The History of Chemistry, Volume 1 (of 2)
CHAPTER VI.
OF AGRICOLA AND METALLURGY.
I have been induced by a wish to prosecute the history of the opinions first supported by Paracelsus, and carried so much further by Van Helmont and Sylvius, to give a connected view of their effects upon medical practice and medical theory; and I have come to the commencement of the eighteenth century, without taking notice of one of the most extraordinary men, and one of the greatest promoters of chemistry that ever existed: I mean George Agricola. I shall consecrate the whole of this chapter to his labours, and those of his immediate successors.

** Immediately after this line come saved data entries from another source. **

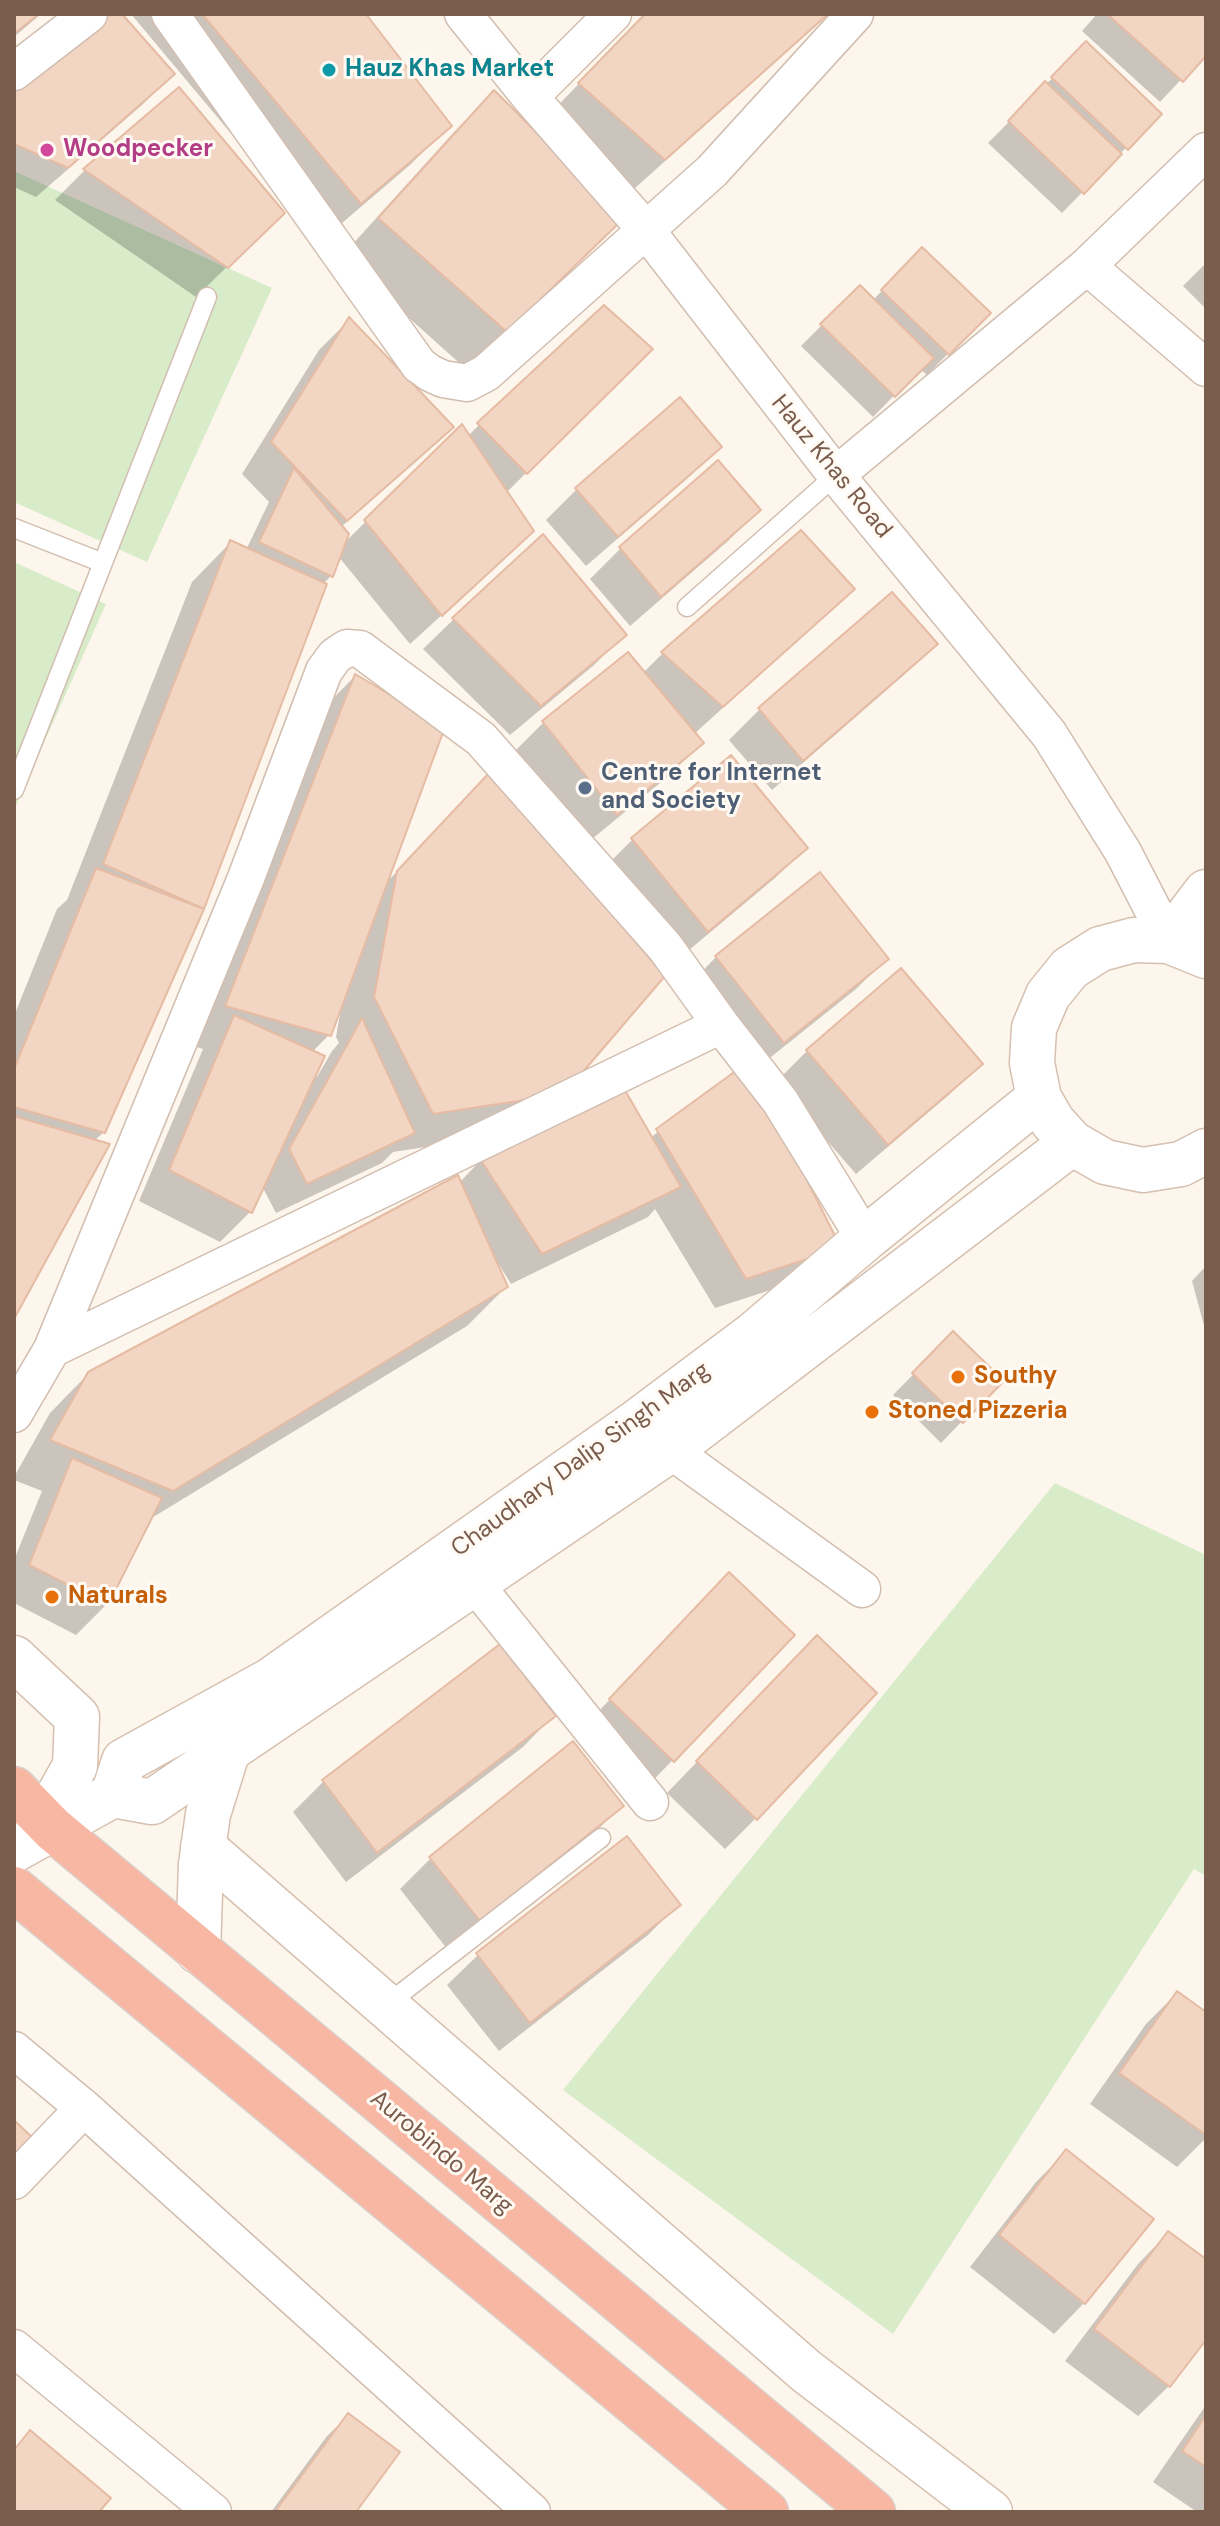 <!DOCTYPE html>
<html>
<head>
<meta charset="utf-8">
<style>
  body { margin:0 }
  #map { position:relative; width:1220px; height:2526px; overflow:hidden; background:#fdf6ec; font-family:"DM Sans",sans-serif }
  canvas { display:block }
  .frame { position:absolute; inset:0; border:16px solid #7a5c4d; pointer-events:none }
</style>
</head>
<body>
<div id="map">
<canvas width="1220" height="2526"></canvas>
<div class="frame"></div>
</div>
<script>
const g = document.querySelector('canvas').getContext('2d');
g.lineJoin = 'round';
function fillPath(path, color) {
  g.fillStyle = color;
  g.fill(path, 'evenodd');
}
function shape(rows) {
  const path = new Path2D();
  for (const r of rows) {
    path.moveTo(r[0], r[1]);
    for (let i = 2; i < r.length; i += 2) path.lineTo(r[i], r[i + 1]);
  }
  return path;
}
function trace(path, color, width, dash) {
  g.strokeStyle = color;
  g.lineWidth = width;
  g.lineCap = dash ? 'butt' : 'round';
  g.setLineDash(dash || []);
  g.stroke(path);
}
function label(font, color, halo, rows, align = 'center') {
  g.font = font + ' "DM Sans",sans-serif';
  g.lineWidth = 6;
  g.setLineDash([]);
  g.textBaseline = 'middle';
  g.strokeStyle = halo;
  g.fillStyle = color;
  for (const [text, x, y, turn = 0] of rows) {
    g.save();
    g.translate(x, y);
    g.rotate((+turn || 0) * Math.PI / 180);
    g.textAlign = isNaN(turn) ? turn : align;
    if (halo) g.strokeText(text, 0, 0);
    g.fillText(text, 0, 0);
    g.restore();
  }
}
fillPath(shape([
  [14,171,272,288,147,562,14,502],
  [14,562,106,604,14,810],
  [1055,1483,1206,1555,1206,1876,1194,1869,893,2334,563,2090]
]), '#d8ecc9');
fillPath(shape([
  [14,14,41,14,14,37],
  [120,14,173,74,142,105,36,197,14,187,14,87],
  [131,14,364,14,450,125,411,164,321,241],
  [646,14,829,14,625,197,541,123],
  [1097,14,1199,14,1206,21,1206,53,1160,102,1082,31],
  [1086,44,1159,114,1062,213,988,143],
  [178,90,282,213,196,297,55,200,85,170],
  [494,93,582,257,466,369,341,257,455,131],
  [922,250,988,313,927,375,920,369,873,417,801,346,860,287,873,300],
  [1206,263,1206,309,1183,286],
  [349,320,451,427,421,457,341,527,343,544,462,427,468,436,479,425,650,349,506,493,501,561,410,644,338,556,331,576,323,584,202,908,104,1132,94,1141,14,1315,14,1016,57,909,67,900,192,582,230,543,246,550,269,502,242,474,319,350],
  [719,447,689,477,586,566,546,520,577,489],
  [718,463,759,510,728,541,630,626,590,579,620,549],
  [852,589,821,619,694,734,701,743,671,774,586,844,513,753,543,723,628,655,643,673,663,653],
  [892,594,935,644,905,674,772,790,729,740,759,710],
  [454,619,624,635,594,665,510,735,423,649],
  [355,676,385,884,490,774,663,976,523,1132,393,1152,382,1163,276,1213,262,1186,250,1212,220,1242,139,1201,203,1049,187,1044,317,715],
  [341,1008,336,1037,339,1043,332,1051,317,1077,314,1076,312,1052,329,1035],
  [731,757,806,848,775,878,676,961,602,870,632,840],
  [716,957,886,959,856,989,751,1073,839,1248,808,1278,715,1308,655,1209,648,1217,511,1284,498,1263,496,1264,506,1287,467,1326,150,1519,107,1604,76,1635,14,1603,14,1560,42,1491,14,1480,14,1477,50,1413,89,1373,459,1183,481,1160,650,1138,747,1065,686,988],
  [901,970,980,1064,950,1094,856,1174,776,1082,807,1051],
  [1206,1266,1206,1333,1192,1281],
  [953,1334,1001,1381,941,1443,893,1395],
  [699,1605,792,1635,643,1791,580,1731],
  [787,1668,756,1818,725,1849,667,1793],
  [553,1716,523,1747,346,1882,293,1812,323,1782],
  [573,1744,622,1806,591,1836,448,1950,400,1889,430,1859],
  [678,1905,648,1935,499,2051,447,1985,478,1955],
  [1177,1993,1206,2014,1206,2138,1177,2167,1090,2104,1146,2024],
  [1066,2152,1084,2303,1054,2334,970,2267,1036,2182],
  [1168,2233,1206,2262,1206,2336,1169,2386,1138,2416,1065,2361,1138,2264],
  [1206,2405,1206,2512,1197,2512,1153,2482],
  [348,2416,353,2512,271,2512,327,2436]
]), '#0003');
const building = shape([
  [14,14,39,14,14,34,14,14],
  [93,14,122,14,175,74,68,168,14,144,14,85,93,14],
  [202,14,366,14,452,126,361,204,202,14],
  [645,14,828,14,665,160,578,83,645,14],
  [1107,14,1202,14,1206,18,1206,56,1183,82,1107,14],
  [1086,41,1162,114,1128,150,1051,77,1086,41],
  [1045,81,1122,154,1084,194,1008,121,1045,81],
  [179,87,285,213,228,268,83,169,179,87],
  [494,90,623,219,507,332,378,218,494,90],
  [922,247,991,313,949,355,881,290,922,247],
  [860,285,934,358,895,397,820,324,860,285],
  [604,305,653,349,527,474,477,423,604,305],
  [349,317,454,427,347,521,271,442,349,317],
  [680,397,722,447,618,537,575,488,680,397],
  [462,424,534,531,442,616,364,520,462,424],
  [718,460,761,510,661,597,619,547,718,460],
  [294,468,349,534,333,577,259,542,294,468],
  [801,530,855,589,723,707,661,652,801,530],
  [543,534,627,635,541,706,452,618,543,534],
  [230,540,327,584,204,909,103,864,230,540],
  [892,592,938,644,803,761,758,708,892,592],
  [628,652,704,743,617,815,542,721,628,652],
  [355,674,445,727,331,1036,225,1006,355,674],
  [731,755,808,848,708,932,631,838,731,755],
  [490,772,665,976,564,1094,433,1114,374,997,397,871,490,772],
  [96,868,204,909,105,1133,14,1107,14,1069,96,868],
  [820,872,889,959,784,1043,715,956,820,872],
  [901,968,983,1064,888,1145,806,1050,901,968],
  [234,1015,325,1056,252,1213,169,1170,234,1015],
  [362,1018,415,1133,307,1184,289,1149,362,1018],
  [748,1062,841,1248,746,1279,656,1129,748,1062],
  [623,1087,681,1187,542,1254,480,1159,623,1087],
  [14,1116,110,1144,14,1319,14,1116],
  [458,1175,508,1287,173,1491,50,1440,88,1372,458,1175],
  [953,1331,1004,1381,963,1423,912,1373,953,1331],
  [72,1458,162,1498,108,1605,29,1565,72,1458],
  [729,1572,795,1635,674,1762,609,1699,729,1572],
  [817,1635,877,1693,757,1820,696,1761,817,1635],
  [500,1644,556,1716,377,1853,322,1780,500,1644],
  [573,1741,624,1806,480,1921,429,1857,573,1741],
  [627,1836,681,1905,530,2023,476,1953,627,1836],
  [1177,1991,1206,2012,1206,2135,1119,2073,1177,1991],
  [14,2120,38,2143,14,2169,14,2120],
  [1066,2149,1154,2219,1085,2304,999,2235,1066,2149],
  [1168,2231,1206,2259,1206,2340,1170,2387,1094,2329,1168,2231],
  [348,2413,400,2452,356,2512,281,2512,277,2509,348,2413],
  [1206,2415,1206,2467,1182,2451,1206,2415],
  [30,2430,111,2498,99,2512,14,2512,14,2450,30,2430]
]);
fillPath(building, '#f3d5c3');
trace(building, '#e6bba3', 2);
const lane = shape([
  [14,528,103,563],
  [687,607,836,475],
  [14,790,207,297],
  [386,2005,601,1838]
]);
const street = shape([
  [170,14,419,365,430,373,443,379,467,383,486,373,712,171,855,14],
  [463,14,530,97,646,230,836,475,1049,734,1123,852,1169,941],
  [14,72,89,14],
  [530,97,613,14],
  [1087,266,1206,368],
  [836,475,1087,266,1206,151],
  [52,1349,721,1025],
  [14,1414,52,1349,246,878,324,671,335,656,347,648,360,649,481,739,665,947,721,1025,780,1101,865,1239],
  [670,1450,862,1589],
  [474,1583,650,1802],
  [14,2050,84,2108,532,2512],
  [14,2181,84,2108],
  [14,2348,213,2512]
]);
const secondary = shape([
  [1169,941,1206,892],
  [1206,956,1169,941,1134,940,1100,949,1070,968,1048,995,1034,1028,1032,1063,1039,1098,1053,1122,1072,1143,1105,1162,1143,1170,1181,1164,1206,1151],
  [14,1658,77,1717,75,1766,44,1821],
  [113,1795,124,1761,271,1680,634,1424,754,1334,865,1239,1039,1098],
  [203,1847,806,2371,990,2512],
  [14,1850,113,1795,152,1802,670,1450,1072,1143],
  [198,1951,201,1864,208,1814,228,1750]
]);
const highway = shape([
  [14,1789,53,1829,873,2512],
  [14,1889,766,2512]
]);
trace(lane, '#d1beb0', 21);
trace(street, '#d1beb0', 39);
trace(secondary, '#d6c0b0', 47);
trace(highway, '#dad1cd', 47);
trace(lane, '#fff', 18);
trace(street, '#fff', 36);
trace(secondary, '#fff', 44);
trace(highway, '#f7b7a3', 44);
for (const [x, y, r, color] of [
  [329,70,8,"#0f9aa8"],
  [47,150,8,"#d1479c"],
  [585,788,8,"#5c6f8a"],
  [958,1377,8,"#e8710a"],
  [872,1412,8,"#e8710a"],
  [52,1597,8,"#e8710a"]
]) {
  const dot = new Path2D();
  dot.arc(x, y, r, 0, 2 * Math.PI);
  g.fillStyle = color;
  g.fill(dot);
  trace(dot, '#fffaf3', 3);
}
label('bold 24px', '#0d838f', '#fffaf3', [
  ["Hauz Khas Market",345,70]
], 'left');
label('bold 24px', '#b23c85', '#fffaf3', [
  ["Woodpecker",63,150]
], 'left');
label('24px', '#7a5c4d', '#fffaf3', [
  ["Hauz Khas Road",831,467,51],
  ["Chaudhary Dalip Singh Marg",581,1460,-36],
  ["Aurobindo Marg",441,2153,40]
]);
label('bold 24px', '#4e5e75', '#fffaf3', [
  ["Centre for Internet",601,774],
  ["and Society",601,802]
], 'left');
label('bold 24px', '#c56008', '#fffaf3', [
  ["Southy",974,1377],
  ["Stoned Pizzeria",888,1412],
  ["Naturals",68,1597]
], 'left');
</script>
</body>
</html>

George Agricola was born at Glaucha, in Misnia, in the year 1494. When a young man he acquired such a passion for mining and minerals, by frequenting the mountains of Bohemia, that he could not be persuaded to relinquish the study. He settled, indeed, as a physician, at Joachimstal; but his favourite study engrossed so much of his attention, that he succeeded but ill in his medical capacity. This induced him to withdraw to Chemnitz, where he devoted himself to his favourite pursuits. He studied the mineralogical writings of the ancients with the most minute accuracy; but not satisfied with this, he visited the mines in person, examined the processes followed by the miners in extracting the different ores, and in washing and sorting them. He made collections of all the different ores, and studied their nature and properties attentively: he likewise collected information about the methods of smelting them, and extracting from them the metals in a state of purity. The information which he collected, respecting the mines wrought in the different countries of Europe, is quite wonderful, if we consider the period in which he lived, the little intercourse which existed between nations, and the total want of all those newspapers and journals which now carry every new scientific fact with such rapidity to every part of the world.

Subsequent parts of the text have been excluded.